Sebuah survei yang dilakukan oleh Kantor Kabinet Jepang pada Selasa (30/1) mengungkapkan bahwa lebih dari 40% orang Jepang ingin terus menggunakan nama asli mereka di tempat kerja setelah menikah. Hasil ini muncul di tengah perdebatan parlemen tentang apakah pasangan menikah diizinkan untuk memiliki nama keluarga terpisah.
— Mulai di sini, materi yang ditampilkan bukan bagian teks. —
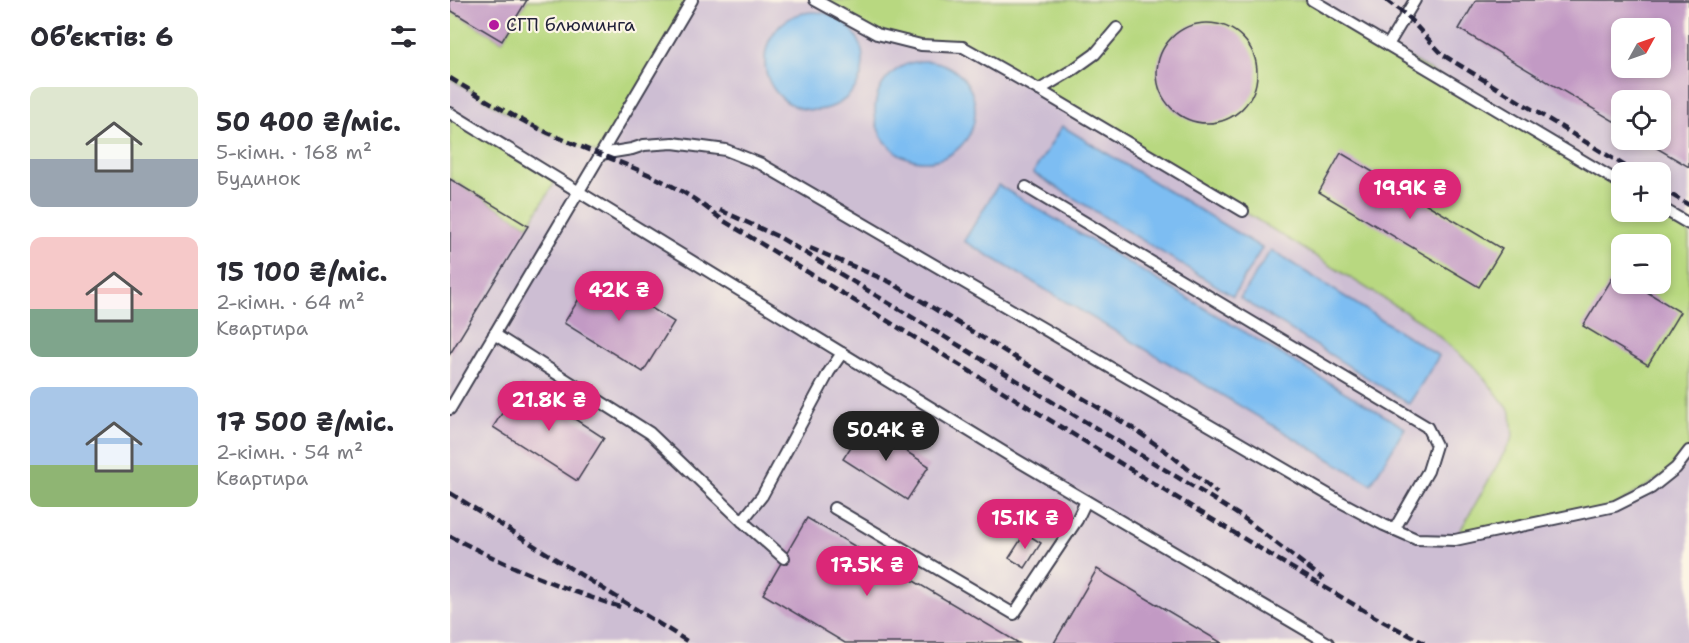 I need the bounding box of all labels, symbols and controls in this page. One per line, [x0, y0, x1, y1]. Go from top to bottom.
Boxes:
place label: СГП блюминга [506, 13, 635, 37]
marker: СГП блюминга [487, 18, 501, 32]
north arrow [1611, 18, 1671, 78]
map controls [1611, 18, 1671, 294]
text: Об’єктів: 6 [30, 19, 173, 54]
icon: filters [387, 20, 420, 53]
button: locate [1611, 90, 1671, 150]
text: 50 400 ₴/міс. [216, 104, 401, 139]
icon: home [78, 111, 150, 183]
text: 5-кімн. · 168 m² [216, 139, 372, 165]
button: + [1611, 162, 1671, 222]
text: Будинок [216, 165, 300, 191]
pin: 19.9K ₴ [1355, 169, 1465, 220]
text: 19.9K ₴ [1373, 175, 1447, 201]
button: − [1611, 234, 1671, 294]
text: 15 100 ₴/міс. [216, 254, 388, 289]
icon: home [78, 261, 150, 333]
pin: 42K ₴ [577, 271, 661, 322]
text: 42K ₴ [588, 277, 650, 303]
text: 2-кімн. · 64 m² [216, 289, 365, 315]
text: Квартира [216, 315, 308, 341]
pin: 21.8K ₴ [494, 381, 604, 432]
text: 21.8K ₴ [512, 387, 586, 413]
text: 17 500 ₴/міс. [216, 404, 394, 439]
icon: home [78, 411, 150, 483]
pin: 50.4K ₴ [831, 411, 941, 462]
text: 50.4K ₴ [847, 417, 925, 443]
text: 2-кімн. · 54 m² [216, 439, 363, 465]
text: Квартира [216, 465, 308, 491]
pin: 15.1K ₴ [970, 499, 1080, 550]
text: 15.1K ₴ [991, 505, 1059, 531]
pin: 17.5K ₴ [812, 546, 922, 597]
text: 17.5K ₴ [830, 552, 904, 578] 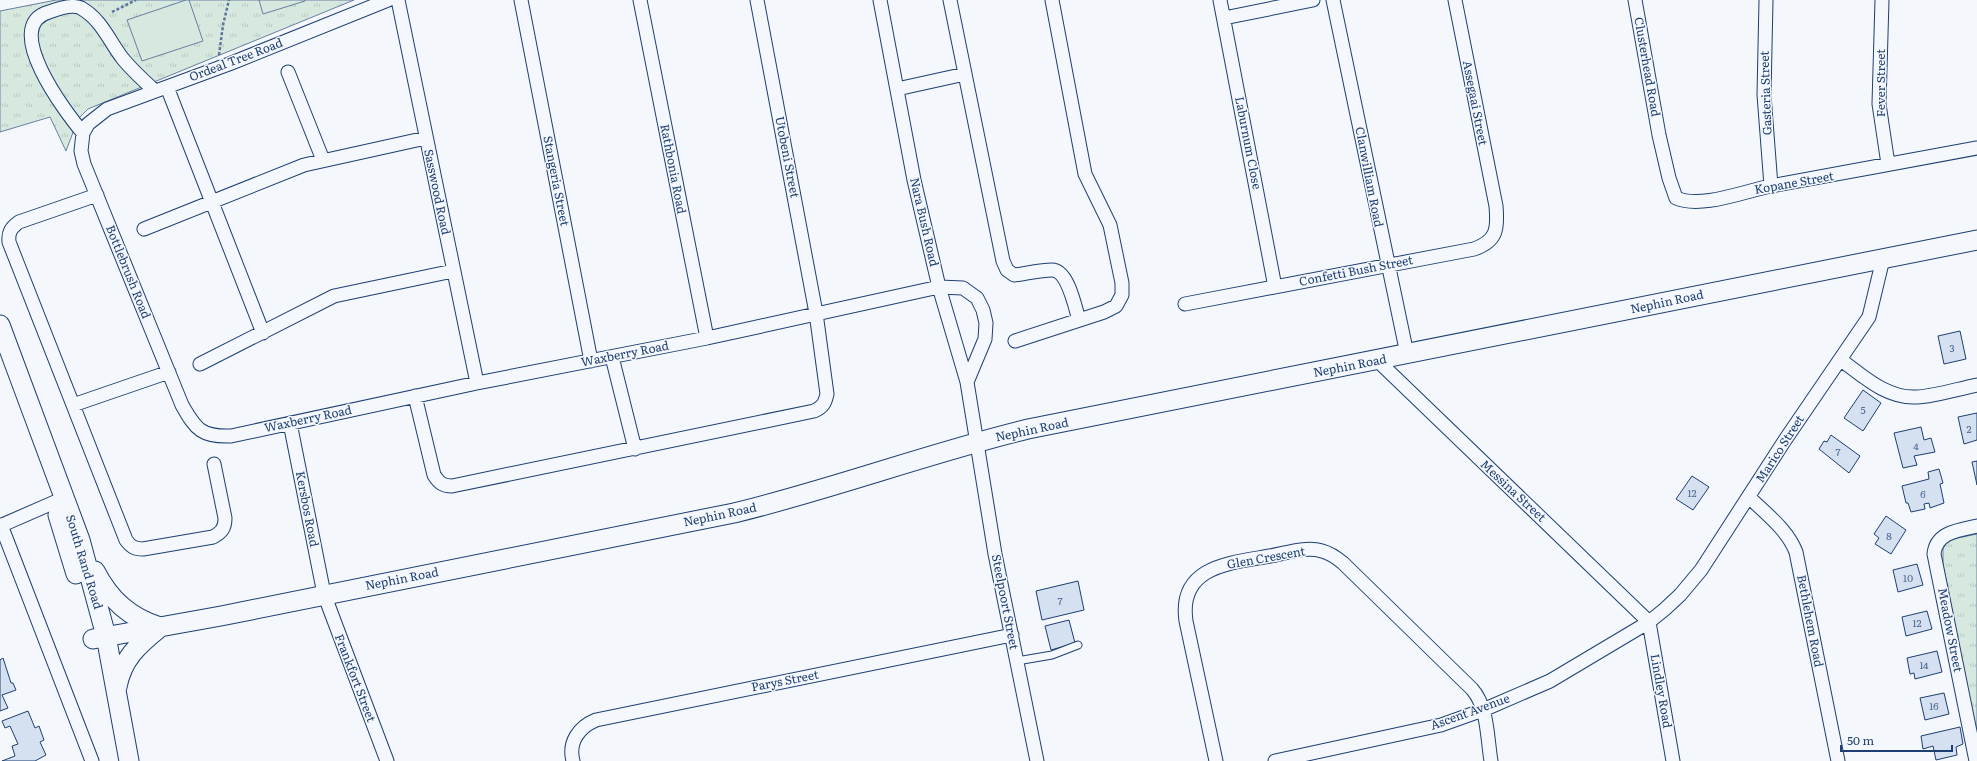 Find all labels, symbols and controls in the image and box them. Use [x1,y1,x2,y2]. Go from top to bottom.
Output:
street label: Clusterhead Road [1630,16,1666,119]
street label: Ordeal Tree Road [186,33,286,85]
street label: Fever Street [1871,49,1889,117]
street label: Gasteria Street [1755,50,1775,136]
street label: Assegaai Street [1459,59,1493,147]
street label: Laburnum Close [1231,95,1267,191]
street label: Utobeni Street [771,114,805,199]
street label: Rathbonia Road [656,122,692,216]
street label: Clanwilliam Road [1351,125,1389,229]
street label: Stangeria Street [539,134,575,228]
street label: Sasswood Road [420,147,456,237]
street label: Kopane Street [1753,166,1835,198]
street label: Nara Bush Road [906,176,944,269]
street label: Bottlebrush Road [102,222,156,322]
street label: Confetti Bush Street [1297,250,1414,290]
street label: Nephin Road [1629,284,1706,318]
street label: Waxberry Road [579,336,671,370]
house number: 3 [1949,340,1955,355]
street label: Nephin Road [1312,349,1389,381]
street label: Waxberry Road [262,400,354,436]
house number: 5 [1860,402,1866,417]
street label: Marico Street [1751,411,1808,486]
street label: Nephin Road [994,412,1071,446]
house number: 2 [1966,421,1972,436]
house number: 4 [1913,438,1919,453]
house number: 7 [1835,444,1841,459]
street label: Messina Street [1477,455,1551,526]
street label: Kersbos Road [292,469,324,549]
house number: 12 [1687,485,1697,500]
house number: 6 [1920,486,1926,501]
street label: Nephin Road [682,497,759,531]
street label: South Rand Road [62,512,108,612]
house number: 8 [1886,528,1892,543]
street label: Glen Crescent [1225,541,1307,573]
street label: Steelpoort Street [988,553,1024,651]
street label: Nephin Road [364,562,441,594]
house number: 10 [1903,570,1913,585]
street label: Bethlehem Road [1793,573,1829,669]
street label: Meadow Street [1934,586,1968,674]
house number: 7 [1057,593,1063,608]
house number: 12 [1912,615,1922,630]
street label: Frankfort Street [331,631,381,724]
street label: Lindley Road [1647,652,1677,730]
house number: 14 [1919,657,1929,672]
street label: Parys Street [750,665,820,695]
street label: Ascent Avenue [1427,688,1512,734]
house number: 16 [1929,698,1939,713]
scale bar [1841,727,1952,753]
text: 50 m [1847,731,1874,749] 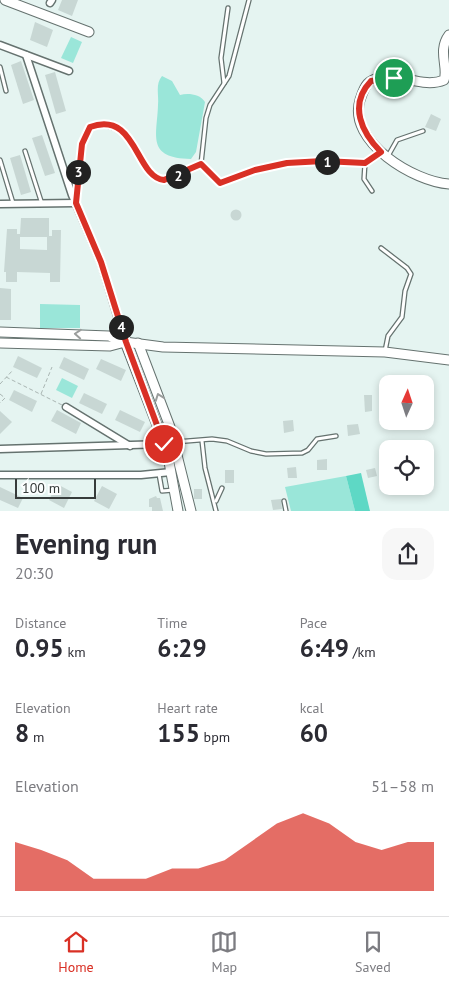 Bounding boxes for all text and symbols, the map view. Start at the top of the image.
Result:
pin [373,57,415,99]
icon: arrive [380,64,408,92]
pin: 1 [314,150,340,174]
text: 1 [324,153,331,171]
pin: 3 [66,160,90,184]
text: 3 [75,163,82,181]
pin: 2 [166,164,190,188]
text: 2 [175,167,182,185]
pin: 4 [108,314,134,340]
text: 4 [118,318,125,336]
one-way arrow [73,329,81,340]
north arrow [379,375,434,430]
map controls [379,375,434,495]
one-way arrow [155,393,165,402]
pin [143,423,185,465]
icon: check [150,430,178,458]
button: locate [379,440,434,495]
scale bar [15,476,96,499]
text: 100 m [22,479,60,497]
text: Evening run [15,525,157,562]
button: share [382,528,434,580]
text: 20:30 [15,563,53,583]
text: Distance [15,614,66,632]
text: Time [157,614,187,632]
text: Pace [300,614,327,632]
text: 0.95 [15,632,64,664]
text: 6:29 [157,632,207,664]
text: 6:49 [300,632,349,664]
text: km [64,643,86,661]
text: /km [349,643,376,661]
text: Elevation [15,699,71,717]
text: Heart rate [157,699,218,717]
text: kcal [300,699,324,717]
text: 8 [15,717,29,749]
text: 155 [157,717,200,749]
text: 60 [300,717,328,749]
text: m [29,728,44,746]
text: bpm [200,728,230,746]
text: Elevation [15,776,79,796]
text: 51–58 m [371,776,434,796]
tab: Home [58,928,94,976]
tab: Map [210,928,238,976]
tab: Saved [355,928,391,976]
Survei tersebut, yang melibatkan responden pria dan wanita, menunjukkan bahwa 43,3% ingin mempertahankan nama asli mereka, meningkat 4,2 poin dari survei 2023. Sementara itu, 55,2% mengatakan mereka “tidak ingin menggunakan nama asli.”
Dilihat dari kelompok usia, responden berusia 30-an paling mendukung penggunaan nama asli di tempat kerja, dengan persentase 57,8%. Responden tidak ditanya apakah mereka mendukung opsi nama keluarga terpisah untuk pasangan menikah, karena pertanyaan tersebut akan diajukan dalam jajak pendapat lain oleh Kementerian Kehakiman.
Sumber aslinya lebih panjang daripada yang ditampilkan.